Usage

esub

To run esub use the following syntax:

$ esub PYTHON-EXECUTABLE [further esub arguments] [arguments passed to EXECUTABLE]

Note that as long as you do not start jobs with the same job_name from the same working directory esub will never confuse your jobs so you can run as many as you want. If you still start multiple jobs with the same name from the same directory it will not crash your jobs but the log files might just be messed up since all jobs write to the same log.
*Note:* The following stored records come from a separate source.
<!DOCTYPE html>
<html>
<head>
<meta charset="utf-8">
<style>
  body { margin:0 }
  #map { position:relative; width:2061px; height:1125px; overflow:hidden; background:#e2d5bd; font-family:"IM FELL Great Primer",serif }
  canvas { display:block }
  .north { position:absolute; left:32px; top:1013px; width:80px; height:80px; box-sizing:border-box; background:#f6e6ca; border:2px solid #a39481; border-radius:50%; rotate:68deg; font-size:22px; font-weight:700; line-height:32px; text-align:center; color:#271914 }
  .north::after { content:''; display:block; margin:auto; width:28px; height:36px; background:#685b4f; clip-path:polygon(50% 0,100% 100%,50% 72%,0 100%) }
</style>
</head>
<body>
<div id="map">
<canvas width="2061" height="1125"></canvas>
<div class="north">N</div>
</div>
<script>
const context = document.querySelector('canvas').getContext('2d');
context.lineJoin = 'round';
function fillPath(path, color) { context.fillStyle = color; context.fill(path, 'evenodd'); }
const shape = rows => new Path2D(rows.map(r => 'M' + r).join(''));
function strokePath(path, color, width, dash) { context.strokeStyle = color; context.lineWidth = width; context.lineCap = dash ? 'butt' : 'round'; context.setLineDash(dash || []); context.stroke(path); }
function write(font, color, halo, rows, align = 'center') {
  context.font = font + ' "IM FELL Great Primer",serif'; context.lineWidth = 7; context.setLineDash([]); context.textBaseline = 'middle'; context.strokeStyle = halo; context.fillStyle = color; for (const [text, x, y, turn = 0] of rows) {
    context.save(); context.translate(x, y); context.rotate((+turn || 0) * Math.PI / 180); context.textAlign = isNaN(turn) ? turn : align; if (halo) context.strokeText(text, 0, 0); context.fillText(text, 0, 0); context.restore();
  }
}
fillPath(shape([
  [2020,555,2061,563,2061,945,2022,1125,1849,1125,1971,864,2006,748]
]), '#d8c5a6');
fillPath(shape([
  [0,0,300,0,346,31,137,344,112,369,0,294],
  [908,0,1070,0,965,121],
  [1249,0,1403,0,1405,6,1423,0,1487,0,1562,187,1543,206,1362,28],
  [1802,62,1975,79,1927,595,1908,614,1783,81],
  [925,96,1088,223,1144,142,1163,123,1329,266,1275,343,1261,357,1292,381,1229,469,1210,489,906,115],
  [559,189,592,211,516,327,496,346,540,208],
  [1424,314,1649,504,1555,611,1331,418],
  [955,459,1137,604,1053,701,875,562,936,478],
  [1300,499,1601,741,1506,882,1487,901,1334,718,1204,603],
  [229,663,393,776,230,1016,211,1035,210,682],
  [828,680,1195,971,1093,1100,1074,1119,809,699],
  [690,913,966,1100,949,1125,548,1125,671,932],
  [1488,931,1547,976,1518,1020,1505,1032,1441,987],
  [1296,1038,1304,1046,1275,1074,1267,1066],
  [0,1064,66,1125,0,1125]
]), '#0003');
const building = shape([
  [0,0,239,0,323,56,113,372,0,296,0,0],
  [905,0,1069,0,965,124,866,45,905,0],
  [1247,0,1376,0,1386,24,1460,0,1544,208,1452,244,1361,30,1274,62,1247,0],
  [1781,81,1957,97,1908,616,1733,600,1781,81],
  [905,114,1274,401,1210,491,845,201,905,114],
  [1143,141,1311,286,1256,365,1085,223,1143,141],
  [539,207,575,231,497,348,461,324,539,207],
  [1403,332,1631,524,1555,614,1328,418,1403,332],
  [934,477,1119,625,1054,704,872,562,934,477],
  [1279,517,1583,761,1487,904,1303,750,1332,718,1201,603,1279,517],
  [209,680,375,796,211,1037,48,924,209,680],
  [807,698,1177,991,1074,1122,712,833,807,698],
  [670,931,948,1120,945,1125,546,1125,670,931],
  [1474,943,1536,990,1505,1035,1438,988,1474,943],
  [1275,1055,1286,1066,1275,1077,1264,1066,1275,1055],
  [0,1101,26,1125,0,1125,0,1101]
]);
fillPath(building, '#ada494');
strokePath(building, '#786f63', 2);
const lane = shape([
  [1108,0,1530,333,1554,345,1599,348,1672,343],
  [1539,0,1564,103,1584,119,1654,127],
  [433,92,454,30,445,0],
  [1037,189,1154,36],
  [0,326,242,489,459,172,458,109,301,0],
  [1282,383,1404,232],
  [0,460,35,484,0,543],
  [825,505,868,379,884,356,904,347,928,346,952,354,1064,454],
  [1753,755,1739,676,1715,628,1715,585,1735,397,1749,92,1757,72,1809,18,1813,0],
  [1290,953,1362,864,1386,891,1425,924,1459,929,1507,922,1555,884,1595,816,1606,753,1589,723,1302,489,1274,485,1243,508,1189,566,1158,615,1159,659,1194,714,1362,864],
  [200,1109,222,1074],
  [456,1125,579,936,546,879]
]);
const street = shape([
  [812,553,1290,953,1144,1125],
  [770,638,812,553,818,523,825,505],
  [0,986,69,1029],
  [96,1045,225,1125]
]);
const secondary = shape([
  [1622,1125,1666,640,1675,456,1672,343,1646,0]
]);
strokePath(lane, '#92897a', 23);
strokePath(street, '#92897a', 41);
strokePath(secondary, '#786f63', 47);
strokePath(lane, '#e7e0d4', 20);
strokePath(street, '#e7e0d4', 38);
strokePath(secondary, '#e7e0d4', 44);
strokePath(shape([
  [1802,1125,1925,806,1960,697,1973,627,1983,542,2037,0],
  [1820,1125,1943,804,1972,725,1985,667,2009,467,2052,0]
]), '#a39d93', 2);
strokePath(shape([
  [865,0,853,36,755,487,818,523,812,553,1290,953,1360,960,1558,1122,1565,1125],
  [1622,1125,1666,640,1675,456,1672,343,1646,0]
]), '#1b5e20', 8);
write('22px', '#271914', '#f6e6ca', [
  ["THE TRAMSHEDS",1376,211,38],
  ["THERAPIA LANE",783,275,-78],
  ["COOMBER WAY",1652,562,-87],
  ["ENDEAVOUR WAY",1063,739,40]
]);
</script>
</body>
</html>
A short explanation of the arguments:

PYTHON-EXECUTABLE

esub will search in this file for the main function. Per default the main function is named ‘main’, but its name can be changed using the –main_name flag. In addition esub will search for some special functions namely: resources, watchdog, merge, check_missing and setup. The file can also contain other functions but esub will ignore them. For an example of how such a file should look please have a look at esub executable example.

Further esub arguments

esub has a variety of additional arguments that we describe here

  • mode:

    default: run

    choices: run, jobarray, mpi, run-mpi, run-tasks

    The mode in which to operate. See below under esub’s modes for a description.

  • function:

    default: main

    choices: main, watchdog, merge, rerun_missing, check_missing, all

    The functions that should be executed. See below under esub’s functions for a description.

  • main_name:

    default: main

    The name of the main function in the executable file that esub will search for.

  • tasks:

    default: 0

    Task string from which the task indices are parsed. Either single index, list of indices (eg 0,1,2), range (eg 0 > 10, first is inclusive, last is exclusive) or a path to a file containing such a list or range.

  • n_jobs:

    default: 1

    The number of jobs to request for the main jobs (watchdog and merge are always submitted as a single job running all the tasks). The tasks are split equally over the n_jobs.

  • job_name:

    default: job

    Individual name for this job (determines name of the log files and name of the job submitted to a queing system).

  • source_file:

    default: source_esub.sh

    Optionally provide a shell file which gets sourced before running any job (used to load modules, declaring environemental variables and so on when submitting to a queing system). See source file example for an example of such a script.

  • dependency:

    default: ‘’

    A dependency string that gets added to the dependencies (meant for chaining multiple jobs after each other, see epipe).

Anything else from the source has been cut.